The rallygoers numbered more than two dozen and all wore homespun eyepatches on their faces to symbolize the injuries that protestors in Iran have sustained when authorities used birdshot and tear gas in a November clampdown in the city of Isfahan. Thousands of protestors gathered last month in the city calling for the government to take action over the dry conditions that have affected hundreds of thousands of farmers in the region.
“They targeted their eyes,” said Shahin Toutounchi, who left Iran in 1978 and traveled to Sunday’s rally by BART from Pleasanton. “In solidarity, we are (wearing) the eyepatch.”
Toutounchi also carried on his shoulder a red, white and green flag with a lion and a sun in the middle, a flag that was used until the 1979 revolution when Ayatollah Ruhollah Khomeini overthrew the Shah. Other rallygoers chanted for the ousting of Iran’s current President, Ebrahim Raisi, a hardliner who was elected this past August.
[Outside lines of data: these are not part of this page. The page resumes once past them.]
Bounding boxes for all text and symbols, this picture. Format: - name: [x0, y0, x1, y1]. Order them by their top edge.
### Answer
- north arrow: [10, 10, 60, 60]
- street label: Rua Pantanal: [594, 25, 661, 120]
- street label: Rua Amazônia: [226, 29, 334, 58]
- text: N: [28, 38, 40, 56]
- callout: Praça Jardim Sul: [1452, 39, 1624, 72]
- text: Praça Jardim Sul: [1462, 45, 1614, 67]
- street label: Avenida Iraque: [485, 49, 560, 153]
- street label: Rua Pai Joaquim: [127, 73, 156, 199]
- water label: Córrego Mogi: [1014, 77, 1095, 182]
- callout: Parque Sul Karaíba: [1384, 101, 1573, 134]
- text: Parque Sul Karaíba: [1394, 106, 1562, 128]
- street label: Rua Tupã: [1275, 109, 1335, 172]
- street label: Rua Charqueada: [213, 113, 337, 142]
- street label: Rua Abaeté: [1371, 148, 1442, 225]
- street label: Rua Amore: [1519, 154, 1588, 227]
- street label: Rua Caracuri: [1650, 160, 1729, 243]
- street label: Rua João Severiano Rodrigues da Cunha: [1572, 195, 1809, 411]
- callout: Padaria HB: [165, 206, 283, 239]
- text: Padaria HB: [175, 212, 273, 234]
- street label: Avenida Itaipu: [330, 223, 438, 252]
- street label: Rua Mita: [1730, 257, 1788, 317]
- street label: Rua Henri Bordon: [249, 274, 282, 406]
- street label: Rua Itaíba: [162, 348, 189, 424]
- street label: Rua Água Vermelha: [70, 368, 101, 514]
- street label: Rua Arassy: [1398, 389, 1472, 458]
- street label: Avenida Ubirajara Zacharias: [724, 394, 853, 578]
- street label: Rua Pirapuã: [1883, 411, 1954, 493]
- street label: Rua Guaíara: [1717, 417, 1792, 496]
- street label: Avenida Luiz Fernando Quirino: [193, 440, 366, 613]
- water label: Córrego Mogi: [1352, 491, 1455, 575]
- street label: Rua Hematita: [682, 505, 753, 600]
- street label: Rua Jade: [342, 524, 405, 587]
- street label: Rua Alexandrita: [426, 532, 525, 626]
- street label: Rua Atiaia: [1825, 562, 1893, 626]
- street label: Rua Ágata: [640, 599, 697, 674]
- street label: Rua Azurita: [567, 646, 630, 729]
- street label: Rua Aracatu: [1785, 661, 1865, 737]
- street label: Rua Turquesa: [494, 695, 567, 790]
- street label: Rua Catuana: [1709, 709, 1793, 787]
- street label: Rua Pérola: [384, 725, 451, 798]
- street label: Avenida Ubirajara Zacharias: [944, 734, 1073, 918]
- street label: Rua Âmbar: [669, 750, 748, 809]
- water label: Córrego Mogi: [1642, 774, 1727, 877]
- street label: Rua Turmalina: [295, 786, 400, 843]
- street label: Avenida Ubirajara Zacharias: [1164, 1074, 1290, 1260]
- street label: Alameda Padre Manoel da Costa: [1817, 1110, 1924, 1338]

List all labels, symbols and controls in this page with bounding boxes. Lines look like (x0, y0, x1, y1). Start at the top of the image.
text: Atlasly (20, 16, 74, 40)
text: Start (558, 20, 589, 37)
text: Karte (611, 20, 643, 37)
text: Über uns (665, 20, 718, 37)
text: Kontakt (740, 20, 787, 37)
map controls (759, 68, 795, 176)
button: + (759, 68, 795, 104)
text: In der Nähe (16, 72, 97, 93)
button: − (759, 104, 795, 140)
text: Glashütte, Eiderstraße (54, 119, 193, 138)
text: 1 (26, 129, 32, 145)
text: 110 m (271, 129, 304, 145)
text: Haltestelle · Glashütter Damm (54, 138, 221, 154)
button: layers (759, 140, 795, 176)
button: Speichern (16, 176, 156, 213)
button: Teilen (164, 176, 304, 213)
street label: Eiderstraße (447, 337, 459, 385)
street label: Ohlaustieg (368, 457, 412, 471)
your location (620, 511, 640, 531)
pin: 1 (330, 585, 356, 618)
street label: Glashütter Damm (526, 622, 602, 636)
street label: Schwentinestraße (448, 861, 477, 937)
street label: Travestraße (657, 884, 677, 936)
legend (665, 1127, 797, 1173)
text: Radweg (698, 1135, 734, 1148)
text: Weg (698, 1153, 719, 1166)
Also at the action was San Jose resident Sheila Neinavaie, who was imprisoned by the Iranian government for close to a decade when she was 15 years old. On Sunday, she carried pictures in a binder of fellow prisoners whom she got to know over the course of her incarceration.
“They just need water,” said Neinavaie about the farmers in the city of Isfahan. “Nothing else.”
The action was organized by the Iranian American Community of Northern California, an group that has been around for about 25 years and calls for democratic changes to the Iranian government. It’s estimated that up to one million Iranians live in the United States, with most located in Southern California.